#### Records provided ####

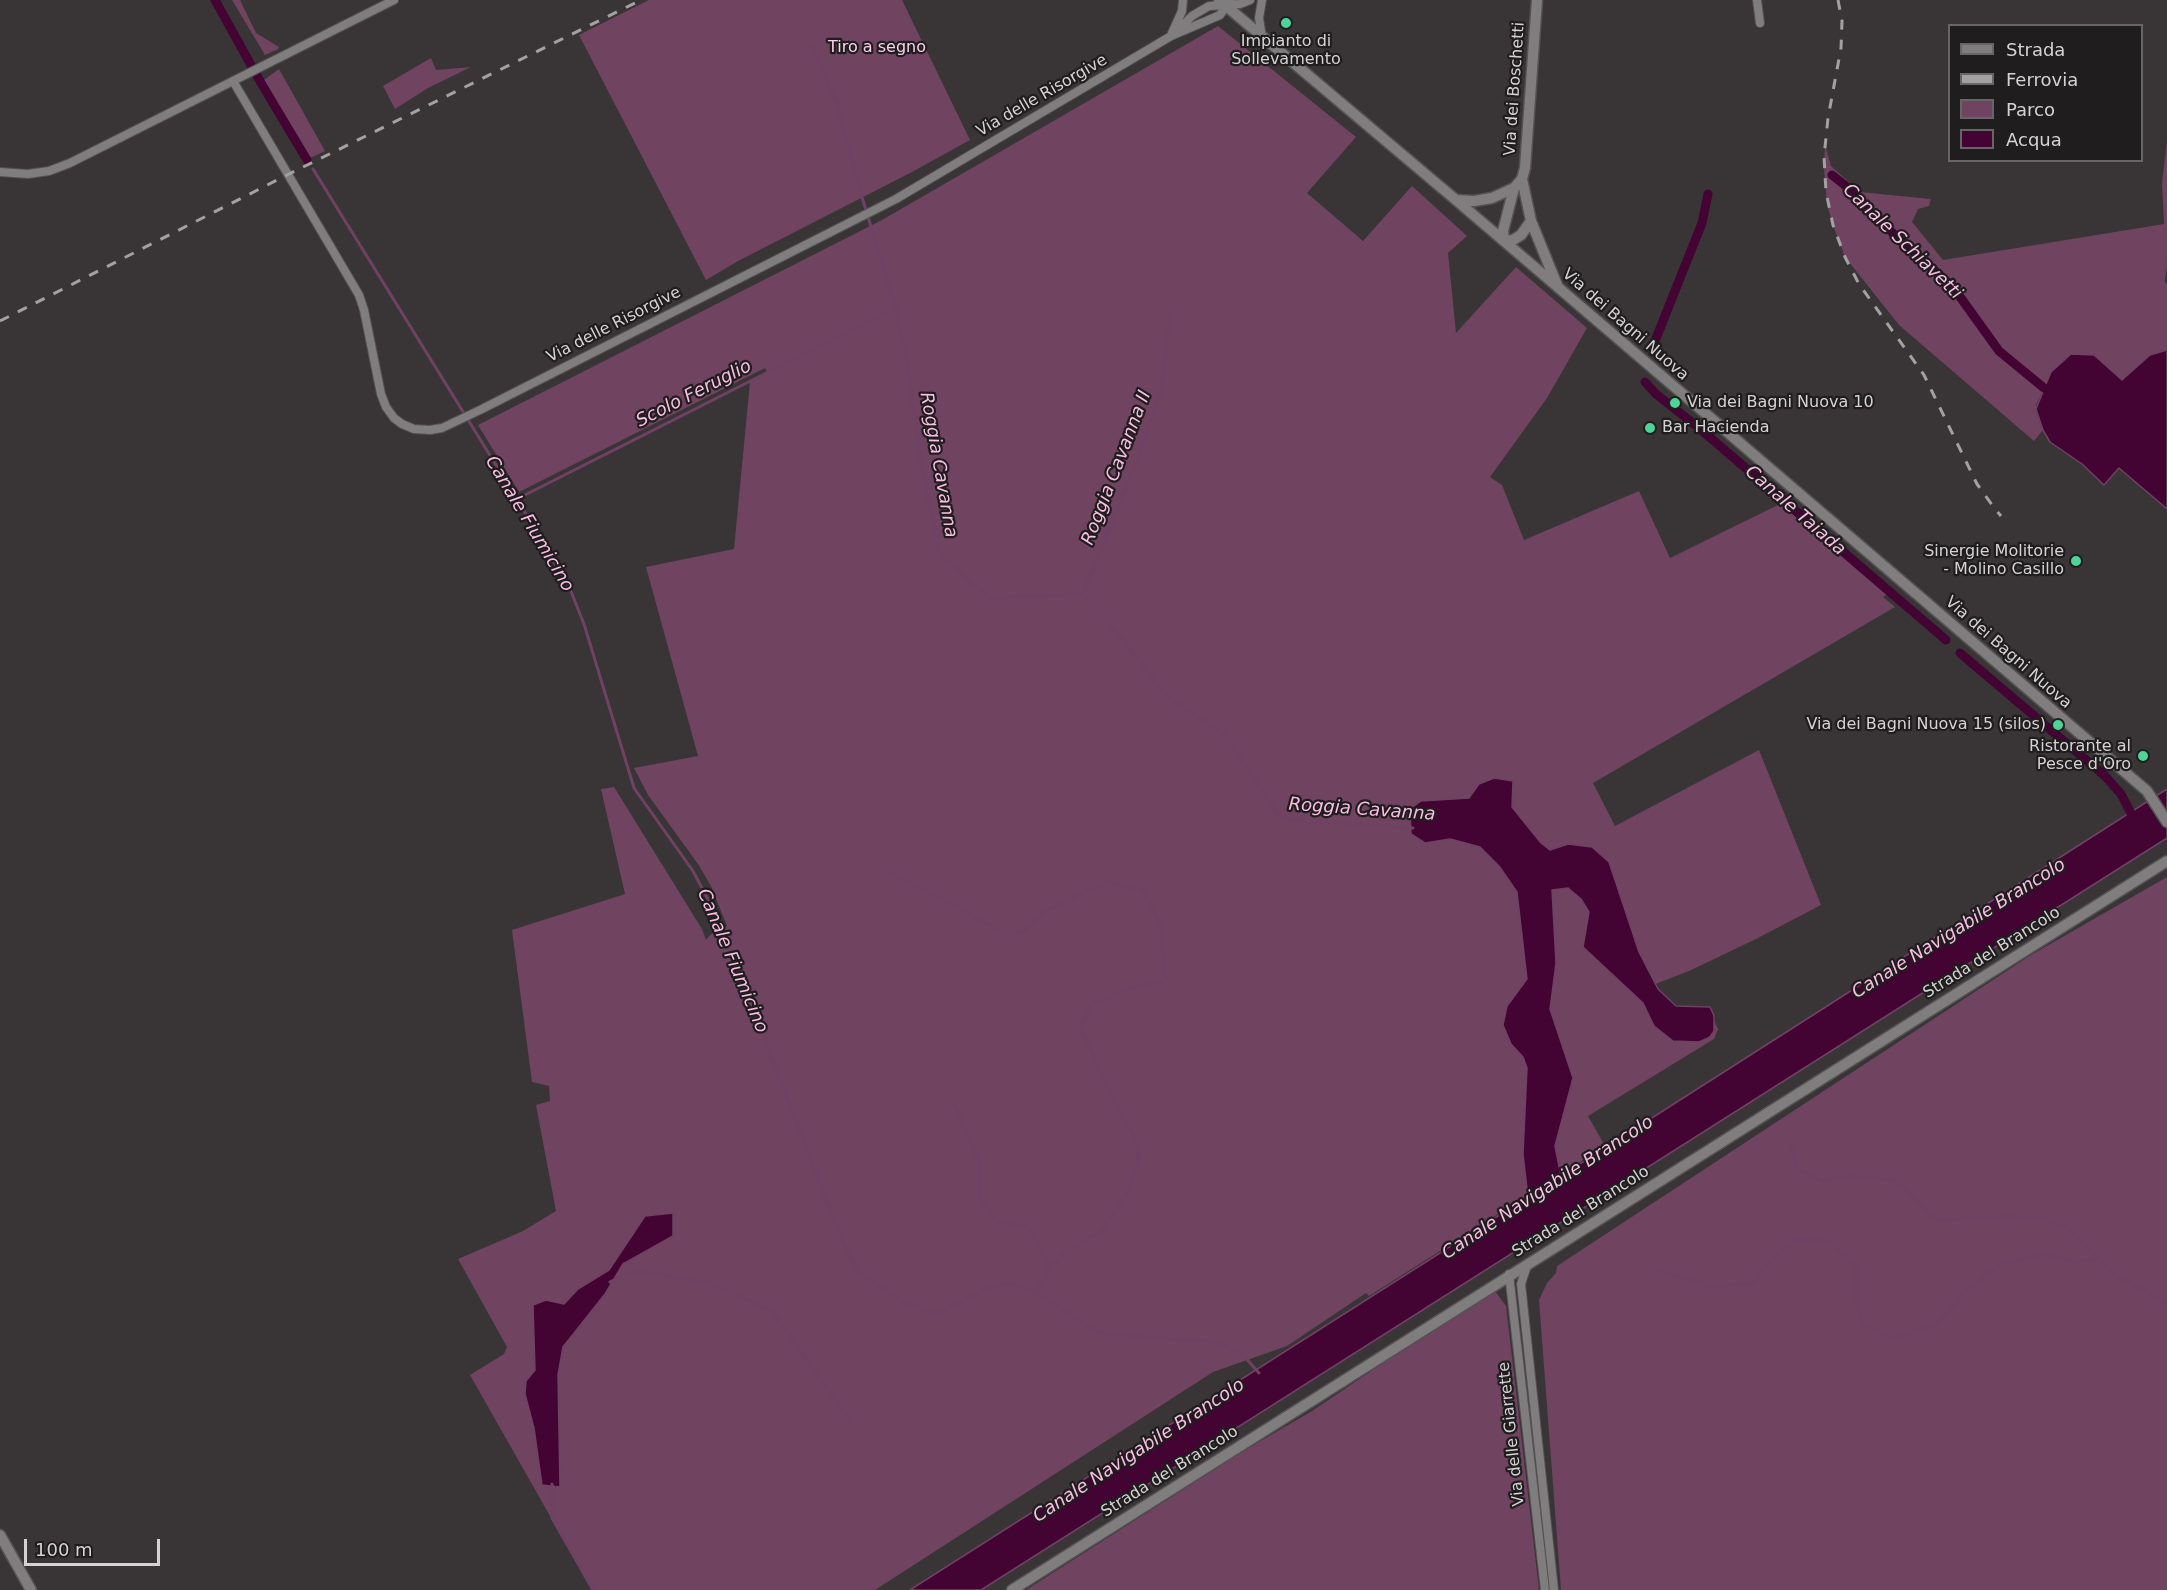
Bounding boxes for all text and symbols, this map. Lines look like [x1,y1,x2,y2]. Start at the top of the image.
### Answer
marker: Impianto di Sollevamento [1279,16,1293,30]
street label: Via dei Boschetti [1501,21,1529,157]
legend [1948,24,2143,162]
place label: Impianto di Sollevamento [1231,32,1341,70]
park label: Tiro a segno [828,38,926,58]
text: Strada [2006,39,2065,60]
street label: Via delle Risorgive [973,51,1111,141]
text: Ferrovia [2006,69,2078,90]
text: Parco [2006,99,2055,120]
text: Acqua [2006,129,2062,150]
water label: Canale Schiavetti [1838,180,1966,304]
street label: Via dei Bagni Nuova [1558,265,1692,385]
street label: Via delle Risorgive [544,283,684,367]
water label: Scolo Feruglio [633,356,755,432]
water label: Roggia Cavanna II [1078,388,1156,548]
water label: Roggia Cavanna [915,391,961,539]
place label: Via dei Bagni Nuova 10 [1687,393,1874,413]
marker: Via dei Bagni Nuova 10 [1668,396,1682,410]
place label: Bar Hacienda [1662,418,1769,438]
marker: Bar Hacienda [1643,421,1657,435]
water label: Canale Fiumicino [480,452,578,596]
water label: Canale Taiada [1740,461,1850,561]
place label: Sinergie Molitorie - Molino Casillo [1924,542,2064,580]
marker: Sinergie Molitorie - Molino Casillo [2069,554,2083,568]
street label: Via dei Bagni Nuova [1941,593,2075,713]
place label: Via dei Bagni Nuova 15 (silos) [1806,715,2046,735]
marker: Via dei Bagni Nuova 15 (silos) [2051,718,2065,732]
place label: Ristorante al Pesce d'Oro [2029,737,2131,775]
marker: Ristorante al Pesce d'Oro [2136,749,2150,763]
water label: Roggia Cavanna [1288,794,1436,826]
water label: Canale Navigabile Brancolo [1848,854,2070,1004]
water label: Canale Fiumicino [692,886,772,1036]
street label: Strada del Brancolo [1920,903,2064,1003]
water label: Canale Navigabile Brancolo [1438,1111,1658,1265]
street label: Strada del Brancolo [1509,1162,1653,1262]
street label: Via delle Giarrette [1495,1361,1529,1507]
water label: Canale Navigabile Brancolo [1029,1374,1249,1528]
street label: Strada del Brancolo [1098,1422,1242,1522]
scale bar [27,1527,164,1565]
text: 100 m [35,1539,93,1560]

####

> About this task: When repeating the entries, leave out every picture and keep the rest exact.

> Written solution:
Bounding boxes for all text and symbols, this map. Lines look like [x1,y1,x2,y2]. Start at the top of the image.
### Answer
marker: Impianto di Sollevamento [1279,16,1293,30]
street label: Via dei Boschetti [1501,21,1529,157]
legend [1948,24,2143,162]
place label: Impianto di Sollevamento [1231,32,1341,70]
park label: Tiro a segno [828,38,926,58]
text: Strada [2006,39,2065,60]
street label: Via delle Risorgive [973,51,1111,141]
text: Ferrovia [2006,69,2078,90]
text: Parco [2006,99,2055,120]
text: Acqua [2006,129,2062,150]
water label: Canale Schiavetti [1838,180,1966,304]
street label: Via dei Bagni Nuova [1558,265,1692,385]
street label: Via delle Risorgive [544,283,684,367]
water label: Scolo Feruglio [633,356,755,432]
water label: Roggia Cavanna II [1078,388,1156,548]
water label: Roggia Cavanna [915,391,961,539]
place label: Via dei Bagni Nuova 10 [1687,393,1874,413]
marker: Via dei Bagni Nuova 10 [1668,396,1682,410]
place label: Bar Hacienda [1662,418,1769,438]
marker: Bar Hacienda [1643,421,1657,435]
water label: Canale Fiumicino [480,452,578,596]
water label: Canale Taiada [1740,461,1850,561]
place label: Sinergie Molitorie - Molino Casillo [1924,542,2064,580]
marker: Sinergie Molitorie - Molino Casillo [2069,554,2083,568]
street label: Via dei Bagni Nuova [1941,593,2075,713]
place label: Via dei Bagni Nuova 15 (silos) [1806,715,2046,735]
marker: Via dei Bagni Nuova 15 (silos) [2051,718,2065,732]
place label: Ristorante al Pesce d'Oro [2029,737,2131,775]
marker: Ristorante al Pesce d'Oro [2136,749,2150,763]
water label: Roggia Cavanna [1288,794,1436,826]
water label: Canale Navigabile Brancolo [1848,854,2070,1004]
water label: Canale Fiumicino [692,886,772,1036]
street label: Strada del Brancolo [1920,903,2064,1003]
water label: Canale Navigabile Brancolo [1438,1111,1658,1265]
street label: Strada del Brancolo [1509,1162,1653,1262]
street label: Via delle Giarrette [1495,1361,1529,1507]
water label: Canale Navigabile Brancolo [1029,1374,1249,1528]
street label: Strada del Brancolo [1098,1422,1242,1522]
scale bar [27,1527,164,1565]
text: 100 m [35,1539,93,1560]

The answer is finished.